In models such as Uniswap or Bancor there are no direct counterparties and the swapping is done against a pool, and the counterparties are effectively the liquidity providers to the pool.

Liquidity is a function of 3 main parameters based on the liquidity providers:

  1. How many?
  2. How much?
  3. How concentrated?

How Many and How Much

This is easy enough to understand, the more liquidity providers there are willing to swap your token the more liquid it is. And the more total amount there is up for swapping the better your odds of achieving liquidity.

How concentrated?

However the above 2 parameters by themselves are not enough. If you have 100 liquidity providers, with 99 contributing 1 token only and 1 whale contributing 99 tokens then your liquidity pool is unduly concentrated.

If the whale withdraws suddenly from the pool, the pool size shrinks by half.

So it is important to first measure how concentrated the pool is and then use it as an input parameter for our collateral factor calculations.

The way to do this would be first to determine the mean and median and then calculate the percentage difference between the mean and the median.

The mean (as we all learned in school) is basically the average of all without taking in account any concentrations, while the median is a more representative measure of the typical data point.
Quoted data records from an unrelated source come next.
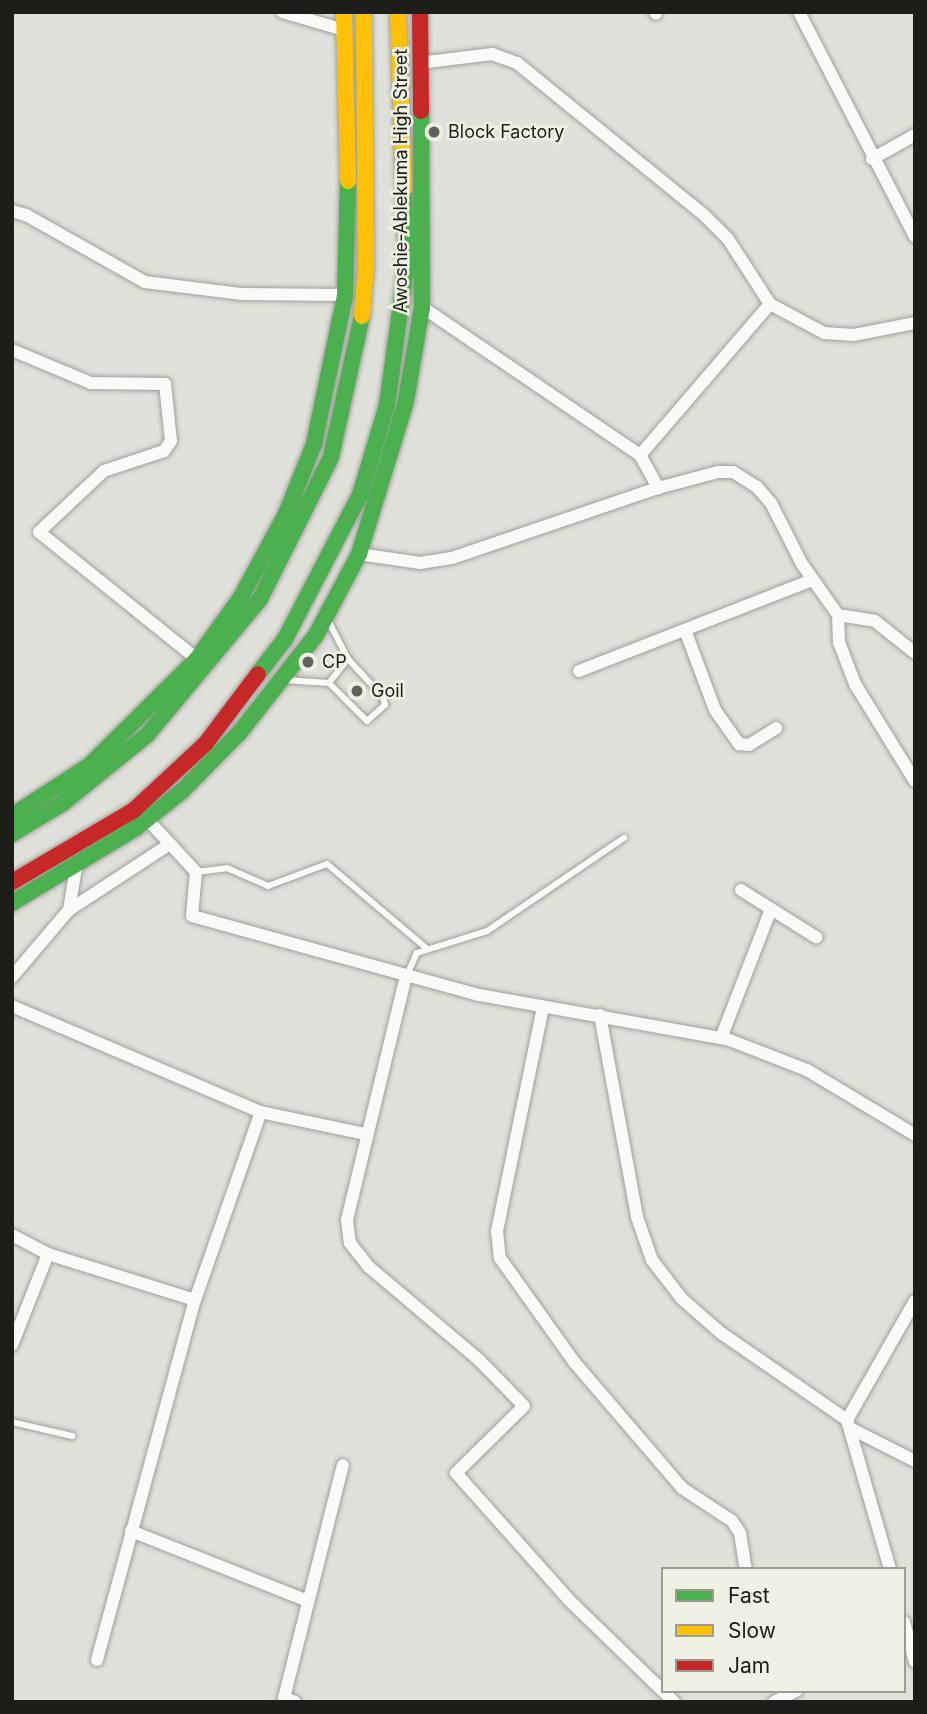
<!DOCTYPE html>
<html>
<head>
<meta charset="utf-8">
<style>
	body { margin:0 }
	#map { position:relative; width:927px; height:1714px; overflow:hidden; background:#e0e1da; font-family:Inter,sans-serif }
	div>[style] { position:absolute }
	.roads { filter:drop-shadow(0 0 2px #9fa09b) drop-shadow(0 0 2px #9fa09b) }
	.lane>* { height:6px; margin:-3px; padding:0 3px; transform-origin:3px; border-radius:3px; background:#fafaf9 }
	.street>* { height:12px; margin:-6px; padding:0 6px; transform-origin:6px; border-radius:6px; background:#fafaf9 }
	.fast>* { height:16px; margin:-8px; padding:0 8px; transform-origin:8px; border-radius:8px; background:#4caf50 }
	.slow>* { height:16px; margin:-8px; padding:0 8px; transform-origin:8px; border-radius:8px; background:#ffc107 }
	.jam>* { height:16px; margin:-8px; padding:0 8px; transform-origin:8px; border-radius:8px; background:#c62828 }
	.dots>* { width:19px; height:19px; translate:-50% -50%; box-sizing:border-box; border:4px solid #eff1e4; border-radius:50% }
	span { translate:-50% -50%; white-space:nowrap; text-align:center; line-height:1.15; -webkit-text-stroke:5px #eff1e4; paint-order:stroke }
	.poi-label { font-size:18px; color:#1d1d19 }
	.left { translate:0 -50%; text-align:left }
	.street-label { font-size:18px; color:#1d1d19 }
	.frame { position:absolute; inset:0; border:14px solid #1d1d19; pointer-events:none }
	.legend { position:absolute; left:661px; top:1567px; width:245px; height:126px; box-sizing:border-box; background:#eff1e4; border:2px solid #9b9c93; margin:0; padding:9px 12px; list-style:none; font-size:21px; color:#1d1d19 }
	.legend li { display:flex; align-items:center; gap:14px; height:35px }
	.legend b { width:35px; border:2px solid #9b9c93 }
</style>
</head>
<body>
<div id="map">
	<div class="roads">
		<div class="lane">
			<div style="left:284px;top:680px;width:45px;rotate:3.8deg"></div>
			<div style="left:329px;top:683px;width:31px;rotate:-52deg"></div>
			<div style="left:348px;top:659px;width:46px;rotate:-117.1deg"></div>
			<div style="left:329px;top:683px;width:54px;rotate:45deg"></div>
			<div style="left:367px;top:721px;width:24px;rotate:-42deg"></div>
			<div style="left:385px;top:705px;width:8px;rotate:-104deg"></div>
			<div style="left:383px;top:697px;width:52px;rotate:-132.6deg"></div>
			<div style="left:196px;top:872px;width:31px;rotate:-7deg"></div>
			<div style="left:227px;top:868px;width:45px;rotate:23.7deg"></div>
			<div style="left:268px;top:886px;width:63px;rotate:-20.4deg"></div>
			<div style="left:327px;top:864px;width:130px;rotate:40.3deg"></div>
			<div style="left:407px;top:975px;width:24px;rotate:-66deg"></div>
			<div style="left:417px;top:953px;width:73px;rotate:-17.4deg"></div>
			<div style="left:487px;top:931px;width:166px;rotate:-34.2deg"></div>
			<div style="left:12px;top:1422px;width:62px;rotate:13.1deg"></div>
		</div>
		<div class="street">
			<div style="left:282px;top:12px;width:65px;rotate:16.2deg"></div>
			<div style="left:655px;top:12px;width:2px;rotate:63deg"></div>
			<div style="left:799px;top:12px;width:253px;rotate:62.7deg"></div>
			<div style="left:419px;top:63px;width:74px;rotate:-7deg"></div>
			<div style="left:492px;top:54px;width:27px;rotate:20deg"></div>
			<div style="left:517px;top:63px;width:242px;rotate:39.1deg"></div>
			<div style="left:705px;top:216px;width:33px;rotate:45deg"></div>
			<div style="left:728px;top:239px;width:77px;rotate:57.1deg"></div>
			<div style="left:770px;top:304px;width:199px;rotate:130.7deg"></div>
			<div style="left:872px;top:159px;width:49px;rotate:-29.2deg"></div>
			<div style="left:12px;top:211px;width:15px;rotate:16deg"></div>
			<div style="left:26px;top:215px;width:137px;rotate:29.4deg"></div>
			<div style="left:145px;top:282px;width:98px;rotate:7.1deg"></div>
			<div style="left:242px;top:294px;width:103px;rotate:0.6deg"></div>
			<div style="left:770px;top:304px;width:61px;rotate:28.2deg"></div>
			<div style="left:824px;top:333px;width:30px;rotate:4deg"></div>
			<div style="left:854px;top:335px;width:62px;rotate:-11.1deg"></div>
			<div style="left:422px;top:307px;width:263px;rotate:34.2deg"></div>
			<div style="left:640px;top:455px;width:38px;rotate:61deg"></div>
			<div style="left:12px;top:350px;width:86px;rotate:22.7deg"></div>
			<div style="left:91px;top:383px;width:74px;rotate:0.8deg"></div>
			<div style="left:165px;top:384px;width:57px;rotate:84deg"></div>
			<div style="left:171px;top:441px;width:12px;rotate:125deg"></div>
			<div style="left:164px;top:451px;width:63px;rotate:161.6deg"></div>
			<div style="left:104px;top:471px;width:89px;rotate:136.8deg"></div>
			<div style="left:39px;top:532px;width:203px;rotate:38.8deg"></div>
			<div style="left:359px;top:554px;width:62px;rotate:8.4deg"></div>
			<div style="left:420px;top:563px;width:32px;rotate:-9deg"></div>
			<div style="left:452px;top:558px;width:218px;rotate:-18.8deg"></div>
			<div style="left:658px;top:488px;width:62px;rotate:-14.9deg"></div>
			<div style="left:718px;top:472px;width:15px"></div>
			<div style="left:733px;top:472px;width:28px;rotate:32deg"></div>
			<div style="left:757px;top:487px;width:21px;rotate:49deg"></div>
			<div style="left:771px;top:503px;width:68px;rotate:63.1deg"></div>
			<div style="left:802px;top:564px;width:62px;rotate:54.8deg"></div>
			<div style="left:838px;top:615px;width:27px;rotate:88deg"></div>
			<div style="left:839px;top:642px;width:45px;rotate:69.1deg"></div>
			<div style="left:855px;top:684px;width:114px;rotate:58.3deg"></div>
			<div style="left:838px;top:615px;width:37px;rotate:9deg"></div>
			<div style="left:875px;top:621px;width:51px;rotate:38.7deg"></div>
			<div style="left:685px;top:630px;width:85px;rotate:69.4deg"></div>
			<div style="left:715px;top:710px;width:42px;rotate:54.8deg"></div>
			<div style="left:739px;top:744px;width:10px;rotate:6deg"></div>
			<div style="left:749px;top:745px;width:32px;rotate:-32deg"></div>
			<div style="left:579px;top:671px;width:250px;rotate:-21.3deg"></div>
			<div style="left:147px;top:819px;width:72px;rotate:47.2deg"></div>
			<div style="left:196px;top:872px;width:44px;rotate:95.2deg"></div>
			<div style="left:192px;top:916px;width:298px;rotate:15.4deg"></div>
			<div style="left:479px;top:995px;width:252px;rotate:10.1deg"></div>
			<div style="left:727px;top:1039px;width:86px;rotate:21.2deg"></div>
			<div style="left:807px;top:1070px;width:126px;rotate:31deg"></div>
			<div style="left:741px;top:890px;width:89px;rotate:32.1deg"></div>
			<div style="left:69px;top:910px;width:121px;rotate:-33.2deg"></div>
			<div style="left:406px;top:976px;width:251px;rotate:103.6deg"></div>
			<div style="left:347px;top:1220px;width:23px;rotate:83deg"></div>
			<div style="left:350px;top:1243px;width:31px;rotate:52deg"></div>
			<div style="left:369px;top:1267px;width:144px;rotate:40.2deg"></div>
			<div style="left:479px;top:1360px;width:64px;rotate:45.6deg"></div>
			<div style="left:524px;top:1406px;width:95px;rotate:135.4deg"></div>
			<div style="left:456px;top:1473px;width:173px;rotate:48.3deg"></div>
			<div style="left:571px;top:1602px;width:128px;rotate:44.1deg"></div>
			<div style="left:12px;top:977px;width:88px;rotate:-49.6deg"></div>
			<div style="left:69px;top:910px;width:43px;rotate:-80.5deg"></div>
			<div style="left:12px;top:1006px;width:271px;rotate:23.1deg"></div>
			<div style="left:261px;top:1112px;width:106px;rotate:11.9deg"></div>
			<div style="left:543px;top:1007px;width:229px;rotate:101.6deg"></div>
			<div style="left:497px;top:1231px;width:27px;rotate:84deg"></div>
			<div style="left:500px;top:1258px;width:129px;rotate:54.5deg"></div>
			<div style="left:575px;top:1363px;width:165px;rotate:49.4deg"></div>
			<div style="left:682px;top:1488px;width:60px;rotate:33.4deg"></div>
			<div style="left:732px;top:1521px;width:14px;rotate:56deg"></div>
			<div style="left:740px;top:1533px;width:36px;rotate:81deg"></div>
			<div style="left:600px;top:1015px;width:205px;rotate:79.6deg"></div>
			<div style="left:637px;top:1217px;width:46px;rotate:70.8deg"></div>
			<div style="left:652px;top:1260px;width:49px;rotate:52.4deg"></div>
			<div style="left:682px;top:1299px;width:52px;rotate:41.1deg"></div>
			<div style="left:721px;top:1333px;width:153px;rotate:34.6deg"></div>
			<div style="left:847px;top:1420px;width:155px;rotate:73.9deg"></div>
			<div style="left:721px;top:1038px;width:138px;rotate:-68.8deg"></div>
			<div style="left:12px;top:1235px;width:41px;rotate:27.8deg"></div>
			<div style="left:48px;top:1254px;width:154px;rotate:17.4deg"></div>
			<div style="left:12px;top:1345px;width:98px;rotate:-68.4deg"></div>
			<div style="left:847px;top:1420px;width:137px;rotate:-60.3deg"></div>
			<div style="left:850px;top:1428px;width:73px;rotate:26.9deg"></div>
			<div style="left:131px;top:1531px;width:190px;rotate:21.6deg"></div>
			<div style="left:904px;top:1622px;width:41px;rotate:74.6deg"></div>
			<div style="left:97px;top:1660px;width:373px;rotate:-74.8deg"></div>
			<div style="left:195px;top:1300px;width:199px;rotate:-70.7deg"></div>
			<div style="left:663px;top:1691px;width:16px;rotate:45deg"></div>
			<div style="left:295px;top:1702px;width:12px;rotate:-160deg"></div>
			<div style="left:284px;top:1698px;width:240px;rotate:-75.8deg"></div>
			<div style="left:774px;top:1702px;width:25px;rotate:-27deg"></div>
		</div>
		<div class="fast">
			<div style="left:258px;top:674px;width:44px;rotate:-52.4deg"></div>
			<div style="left:285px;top:639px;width:162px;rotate:-62.5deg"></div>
			<div style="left:360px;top:495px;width:94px;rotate:-73.3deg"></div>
			<div style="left:387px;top:405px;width:146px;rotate:-82.1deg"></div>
			<div style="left:407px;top:260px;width:71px;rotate:-92.4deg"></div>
			<div style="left:12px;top:816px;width:93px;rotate:-33.2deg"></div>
			<div style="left:90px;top:765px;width:151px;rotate:-44.7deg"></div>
			<div style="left:197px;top:659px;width:76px;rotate:-54.6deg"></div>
			<div style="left:241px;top:597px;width:94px;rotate:-61.5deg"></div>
			<div style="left:286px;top:514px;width:75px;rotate:-68.2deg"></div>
			<div style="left:314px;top:444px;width:152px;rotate:-78.2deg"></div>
			<div style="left:345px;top:295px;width:114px;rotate:-88.5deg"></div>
			<div style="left:12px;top:834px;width:60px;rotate:-31.3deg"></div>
			<div style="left:63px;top:803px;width:108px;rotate:-39deg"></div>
			<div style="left:147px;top:735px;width:177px;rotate:-50.3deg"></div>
			<div style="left:260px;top:599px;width:159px;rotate:-63.4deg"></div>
			<div style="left:331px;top:457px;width:144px;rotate:-77.6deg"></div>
			<div style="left:12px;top:903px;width:145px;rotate:-31.2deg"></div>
			<div style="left:136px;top:828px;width:59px;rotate:-38.8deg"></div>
			<div style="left:182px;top:791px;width:83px;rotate:-45.5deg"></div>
			<div style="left:240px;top:732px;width:123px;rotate:-51.9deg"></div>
			<div style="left:316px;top:635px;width:92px;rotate:-62deg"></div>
			<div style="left:359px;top:554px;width:160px;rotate:-72.9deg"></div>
			<div style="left:406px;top:401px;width:95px;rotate:-80.3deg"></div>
			<div style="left:422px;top:307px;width:196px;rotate:-90.3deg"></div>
		</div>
		<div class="slow">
			<div style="left:344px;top:12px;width:169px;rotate:88.6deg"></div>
			<div style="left:398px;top:12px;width:177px;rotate:88.1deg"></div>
			<div style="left:362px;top:316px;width:51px;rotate:-85.5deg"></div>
			<div style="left:366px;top:265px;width:253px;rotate:-90.5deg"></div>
		</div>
		<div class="jam">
			<div style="left:420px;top:12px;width:99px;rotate:89.4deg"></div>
			<div style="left:12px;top:882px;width:142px;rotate:-30.5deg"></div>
			<div style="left:134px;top:810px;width:98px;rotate:-42.9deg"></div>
			<div style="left:206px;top:743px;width:86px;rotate:-53deg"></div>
		</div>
	</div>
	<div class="dots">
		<div style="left:434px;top:132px;background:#61625d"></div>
		<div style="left:308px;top:662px;background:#61625d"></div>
		<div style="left:357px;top:691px;background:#61625d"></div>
	</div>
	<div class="poi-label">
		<span class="left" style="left:448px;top:132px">Block Factory</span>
		<span class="left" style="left:322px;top:662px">CP</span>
		<span class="left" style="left:371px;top:691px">Goil</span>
	</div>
	<div class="street-label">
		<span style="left:401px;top:181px;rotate:-90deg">Awoshie-Ablekuma High Street</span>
	</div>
	<div class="frame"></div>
	<ul class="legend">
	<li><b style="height:9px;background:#4caf50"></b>Fast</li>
	<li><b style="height:9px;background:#ffc107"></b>Slow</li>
	<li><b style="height:9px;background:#c62828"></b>Jam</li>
	</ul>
</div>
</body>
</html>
For the above example, the mean is 1.98 while the median is 1

The delta percentage is (1.98–1)/1 or 98%

This high figure is an indication of the lopsided dataset.

If the liquidity providers each only contributed 1 token only then the median and mean would both be same and the delta would be 0% which would indicate a more uniform distribution.

The more uniform our liquidity pool, the better it means in terms of the odds of achieving an exit on demand. A uniform pool is less dependent on any one actor and does not suffer from significant disruption if a small number of them exit.

The total amount being taken as collateral should always be only a small fraction of the amount available for liquidity on Uniswap.

For instance if there are 1 Million tokens available to be swapped on Uniswap liquidity pool, then 100,000 should be the maximum amount lent. This number can be set arbitrarily on the system as long as it leaves significant cushion.

The collateral factor for each token and the max borrowing limits should be calculated per block similar to the way interest rates are calculated.

If the borrowings for a loan exceed the value of the collateral then the same mechanisms that Compound uses can be used for liquidating the asset.

Such a mechanism of benchmarking liquidity takes the friction of collateral selection out of the users hands and makes the model simpler for everyone.

It also makes it possible for any token holder to borrow any token against the collateral held by him in an unstoppable manner.